An abandoned mouse may be a little older than it looks because it is not getting enough food.The baby should be fed according to its age.If a mouse is to survive, it will need to be fed every day and night.Someone will have to stay up through the night to feed it.Feeding times can be reduced when the baby's eyes open around 2 weeks old.
Step 18: Feed the baby mouse according to its size.
Each time a baby mouse feeds, it should be fed about.05cc per gram of its own body weight.A 10 gram baby mouse should be taking in half a liter of milk every time it feeds.A feeding needle should show the measurement.Feed your baby kitten formula.The baby mice can't digest the thicker formula.If you hold the baby upright, it will not get formula in its lungs.The baby's head and back feet are at the bottom of the middle portion.Depending on the size of the mouse and the hand, the front feet will be inside.The kitten formula should be put into the baby mouse's mouth.Milk in the baby's nose will cause the mouse to suffocate.Q-Tip can be used to keep the airways clear after each dose of milk.Increase the amount of food if the baby is losing weight.Feed the baby slowly.If the mouse is small, you can use a fine tip paintbrush.The brush should be put into the corner of the baby's mouth.

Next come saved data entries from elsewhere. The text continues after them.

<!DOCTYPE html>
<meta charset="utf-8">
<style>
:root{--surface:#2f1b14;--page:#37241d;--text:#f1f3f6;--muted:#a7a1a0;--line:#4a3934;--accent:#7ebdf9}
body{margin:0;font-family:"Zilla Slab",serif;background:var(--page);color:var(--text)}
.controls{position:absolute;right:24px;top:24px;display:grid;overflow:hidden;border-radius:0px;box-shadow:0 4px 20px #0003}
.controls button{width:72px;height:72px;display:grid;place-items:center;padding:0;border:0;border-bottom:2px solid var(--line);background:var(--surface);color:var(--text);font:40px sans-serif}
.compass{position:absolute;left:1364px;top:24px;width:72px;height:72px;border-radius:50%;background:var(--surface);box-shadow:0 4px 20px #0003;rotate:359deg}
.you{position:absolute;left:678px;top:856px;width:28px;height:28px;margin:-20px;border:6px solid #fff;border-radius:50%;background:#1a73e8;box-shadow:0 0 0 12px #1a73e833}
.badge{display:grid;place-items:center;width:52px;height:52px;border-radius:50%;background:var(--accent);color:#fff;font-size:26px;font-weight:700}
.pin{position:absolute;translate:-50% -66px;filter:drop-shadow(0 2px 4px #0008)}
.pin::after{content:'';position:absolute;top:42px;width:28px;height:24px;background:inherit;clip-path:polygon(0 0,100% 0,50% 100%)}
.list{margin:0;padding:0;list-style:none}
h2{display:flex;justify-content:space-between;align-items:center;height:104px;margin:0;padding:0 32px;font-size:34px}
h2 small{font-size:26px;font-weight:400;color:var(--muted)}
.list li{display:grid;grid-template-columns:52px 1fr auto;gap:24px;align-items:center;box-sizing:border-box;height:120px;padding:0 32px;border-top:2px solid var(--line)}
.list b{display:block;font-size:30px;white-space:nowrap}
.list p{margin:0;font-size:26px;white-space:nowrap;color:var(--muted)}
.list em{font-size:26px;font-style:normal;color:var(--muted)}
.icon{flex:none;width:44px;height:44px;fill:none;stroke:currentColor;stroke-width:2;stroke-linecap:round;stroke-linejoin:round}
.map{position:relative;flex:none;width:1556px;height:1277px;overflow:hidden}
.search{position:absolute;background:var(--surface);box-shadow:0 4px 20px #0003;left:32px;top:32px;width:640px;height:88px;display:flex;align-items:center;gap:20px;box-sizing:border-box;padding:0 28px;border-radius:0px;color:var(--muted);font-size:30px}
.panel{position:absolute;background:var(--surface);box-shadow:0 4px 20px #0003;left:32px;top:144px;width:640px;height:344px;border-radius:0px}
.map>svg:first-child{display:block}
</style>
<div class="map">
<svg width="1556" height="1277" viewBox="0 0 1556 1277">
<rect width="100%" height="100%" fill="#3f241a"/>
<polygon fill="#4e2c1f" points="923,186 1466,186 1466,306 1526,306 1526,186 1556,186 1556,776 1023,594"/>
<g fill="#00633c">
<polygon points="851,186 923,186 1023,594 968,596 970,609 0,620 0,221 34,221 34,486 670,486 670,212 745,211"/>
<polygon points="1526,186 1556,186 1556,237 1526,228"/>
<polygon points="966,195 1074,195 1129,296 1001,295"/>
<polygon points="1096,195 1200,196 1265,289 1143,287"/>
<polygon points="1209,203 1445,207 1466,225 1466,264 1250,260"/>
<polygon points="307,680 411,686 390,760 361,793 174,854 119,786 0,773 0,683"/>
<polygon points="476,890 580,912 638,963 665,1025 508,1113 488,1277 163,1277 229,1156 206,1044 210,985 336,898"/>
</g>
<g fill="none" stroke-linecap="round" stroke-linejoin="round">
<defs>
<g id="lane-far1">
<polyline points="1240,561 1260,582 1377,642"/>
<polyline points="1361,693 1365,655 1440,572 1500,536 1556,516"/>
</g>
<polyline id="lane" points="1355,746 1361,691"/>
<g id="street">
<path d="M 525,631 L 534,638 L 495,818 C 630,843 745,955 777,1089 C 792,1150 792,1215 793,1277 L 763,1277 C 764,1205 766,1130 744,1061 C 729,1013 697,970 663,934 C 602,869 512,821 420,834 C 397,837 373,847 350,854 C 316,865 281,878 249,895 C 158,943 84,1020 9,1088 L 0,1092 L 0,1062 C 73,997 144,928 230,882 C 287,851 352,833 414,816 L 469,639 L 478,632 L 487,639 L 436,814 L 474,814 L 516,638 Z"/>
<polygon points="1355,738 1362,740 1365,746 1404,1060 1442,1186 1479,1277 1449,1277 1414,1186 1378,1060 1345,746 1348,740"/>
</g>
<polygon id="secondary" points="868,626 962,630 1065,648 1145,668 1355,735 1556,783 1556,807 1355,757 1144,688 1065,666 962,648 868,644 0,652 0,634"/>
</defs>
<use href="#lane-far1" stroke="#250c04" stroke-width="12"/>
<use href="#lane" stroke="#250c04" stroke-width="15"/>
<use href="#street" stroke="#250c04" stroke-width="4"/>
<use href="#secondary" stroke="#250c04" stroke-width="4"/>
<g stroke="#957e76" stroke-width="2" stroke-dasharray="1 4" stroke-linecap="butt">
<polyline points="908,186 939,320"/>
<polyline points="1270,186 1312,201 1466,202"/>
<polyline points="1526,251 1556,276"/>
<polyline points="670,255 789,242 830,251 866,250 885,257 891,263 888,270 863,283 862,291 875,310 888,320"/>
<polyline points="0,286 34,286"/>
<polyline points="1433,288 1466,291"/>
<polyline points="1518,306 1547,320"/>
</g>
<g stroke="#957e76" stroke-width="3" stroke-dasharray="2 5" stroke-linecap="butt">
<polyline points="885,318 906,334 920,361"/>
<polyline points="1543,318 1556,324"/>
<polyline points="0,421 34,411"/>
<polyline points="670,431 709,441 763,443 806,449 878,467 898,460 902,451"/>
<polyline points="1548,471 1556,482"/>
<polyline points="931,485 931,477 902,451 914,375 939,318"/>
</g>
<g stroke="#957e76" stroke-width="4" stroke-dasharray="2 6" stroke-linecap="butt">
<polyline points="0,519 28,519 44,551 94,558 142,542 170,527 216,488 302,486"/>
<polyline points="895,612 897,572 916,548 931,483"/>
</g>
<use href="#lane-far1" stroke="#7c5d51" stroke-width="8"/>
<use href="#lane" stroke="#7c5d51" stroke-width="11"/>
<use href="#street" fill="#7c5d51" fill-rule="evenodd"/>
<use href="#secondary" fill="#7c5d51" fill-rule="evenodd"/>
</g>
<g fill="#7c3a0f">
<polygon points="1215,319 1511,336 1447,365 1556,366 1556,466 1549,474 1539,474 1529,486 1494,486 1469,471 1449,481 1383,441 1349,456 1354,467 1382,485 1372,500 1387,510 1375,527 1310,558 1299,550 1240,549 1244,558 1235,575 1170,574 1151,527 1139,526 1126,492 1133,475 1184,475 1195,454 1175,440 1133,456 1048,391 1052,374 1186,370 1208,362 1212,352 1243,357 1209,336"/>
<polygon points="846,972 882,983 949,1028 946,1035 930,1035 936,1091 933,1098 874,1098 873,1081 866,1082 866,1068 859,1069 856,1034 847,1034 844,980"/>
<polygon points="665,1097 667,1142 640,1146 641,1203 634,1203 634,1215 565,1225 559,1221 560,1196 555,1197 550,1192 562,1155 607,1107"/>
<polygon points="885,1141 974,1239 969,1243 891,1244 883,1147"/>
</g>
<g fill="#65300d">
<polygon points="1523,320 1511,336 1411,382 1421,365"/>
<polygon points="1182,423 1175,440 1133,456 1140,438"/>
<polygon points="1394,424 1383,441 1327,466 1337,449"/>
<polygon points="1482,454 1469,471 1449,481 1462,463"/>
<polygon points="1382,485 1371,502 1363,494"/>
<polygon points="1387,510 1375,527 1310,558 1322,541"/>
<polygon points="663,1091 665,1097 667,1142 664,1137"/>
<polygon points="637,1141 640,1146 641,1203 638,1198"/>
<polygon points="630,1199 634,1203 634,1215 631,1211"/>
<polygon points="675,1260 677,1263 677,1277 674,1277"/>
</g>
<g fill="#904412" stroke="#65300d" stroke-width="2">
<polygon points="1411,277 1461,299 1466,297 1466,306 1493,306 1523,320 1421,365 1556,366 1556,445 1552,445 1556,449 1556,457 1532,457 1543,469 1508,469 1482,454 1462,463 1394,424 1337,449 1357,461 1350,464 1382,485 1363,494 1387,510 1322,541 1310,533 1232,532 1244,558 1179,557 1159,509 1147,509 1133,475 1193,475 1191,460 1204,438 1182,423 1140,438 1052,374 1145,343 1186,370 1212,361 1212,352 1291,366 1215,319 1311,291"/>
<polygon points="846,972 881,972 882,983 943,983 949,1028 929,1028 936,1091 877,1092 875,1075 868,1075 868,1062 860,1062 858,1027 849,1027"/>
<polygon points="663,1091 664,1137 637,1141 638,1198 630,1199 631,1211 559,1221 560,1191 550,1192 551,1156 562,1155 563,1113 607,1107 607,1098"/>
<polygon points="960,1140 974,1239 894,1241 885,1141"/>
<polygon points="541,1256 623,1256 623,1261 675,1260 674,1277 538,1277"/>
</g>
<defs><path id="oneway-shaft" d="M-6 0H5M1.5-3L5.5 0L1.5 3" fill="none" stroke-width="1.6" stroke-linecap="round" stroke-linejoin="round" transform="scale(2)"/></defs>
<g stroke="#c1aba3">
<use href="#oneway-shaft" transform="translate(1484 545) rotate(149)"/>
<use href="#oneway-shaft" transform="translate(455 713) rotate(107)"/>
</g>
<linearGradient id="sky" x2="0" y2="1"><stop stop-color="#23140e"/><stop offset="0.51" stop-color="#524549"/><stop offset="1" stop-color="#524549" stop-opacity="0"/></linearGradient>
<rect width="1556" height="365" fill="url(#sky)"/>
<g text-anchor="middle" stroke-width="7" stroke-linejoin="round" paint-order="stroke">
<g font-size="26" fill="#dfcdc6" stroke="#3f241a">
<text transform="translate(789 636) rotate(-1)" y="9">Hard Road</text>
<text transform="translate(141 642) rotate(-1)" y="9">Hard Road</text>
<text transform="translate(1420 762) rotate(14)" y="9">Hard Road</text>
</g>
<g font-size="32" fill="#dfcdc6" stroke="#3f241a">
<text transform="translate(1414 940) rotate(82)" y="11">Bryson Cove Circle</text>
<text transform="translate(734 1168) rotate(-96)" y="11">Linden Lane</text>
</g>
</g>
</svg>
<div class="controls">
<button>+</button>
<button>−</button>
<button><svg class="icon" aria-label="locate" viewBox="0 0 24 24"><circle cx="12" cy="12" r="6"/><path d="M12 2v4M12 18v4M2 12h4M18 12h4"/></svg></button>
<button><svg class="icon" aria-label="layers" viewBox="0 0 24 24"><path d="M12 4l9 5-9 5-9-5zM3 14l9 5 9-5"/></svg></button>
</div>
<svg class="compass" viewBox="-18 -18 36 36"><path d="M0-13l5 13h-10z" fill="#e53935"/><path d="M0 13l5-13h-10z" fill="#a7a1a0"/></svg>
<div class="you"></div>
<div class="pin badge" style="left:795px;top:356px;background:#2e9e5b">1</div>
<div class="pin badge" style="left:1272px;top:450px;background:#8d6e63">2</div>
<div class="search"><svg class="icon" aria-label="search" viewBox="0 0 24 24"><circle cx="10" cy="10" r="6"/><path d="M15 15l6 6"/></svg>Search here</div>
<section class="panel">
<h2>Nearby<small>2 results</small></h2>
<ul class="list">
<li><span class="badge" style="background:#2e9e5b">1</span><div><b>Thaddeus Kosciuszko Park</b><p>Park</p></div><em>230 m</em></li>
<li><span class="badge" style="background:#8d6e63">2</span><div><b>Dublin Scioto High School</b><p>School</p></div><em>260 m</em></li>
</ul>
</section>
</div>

Step 19: Encourage the baby mouse to use the bathroom.
If you don't encourage baby mice to go, they will die from being backed up.After feeding, gently rub the baby mouse's belly and anus with a Q-Tip soaked in warm water.Don't rub too much on the baby's skin.If the baby mouse won't go to the bathroom after a while, let it rest.Try again half an hour later.
Step 20: Feed an older baby mouse.
Solid mouse food can be added to the baby's milk feedings once it has its eyes open.Continue to feed milk until the baby is 3 to 4 weeks old.Rat food, cooked rice, human baby food and kitten food are suitable hard foods.
Step 21: Older baby mice should get a water bottle.
An older baby can be given a bottle of water.The bottle should be hung on the side of the cage so that the mouse can reach it.It's okay if the mouse doesn't want to use the water bottle first.mice can easily drown if they are given water in a bowl.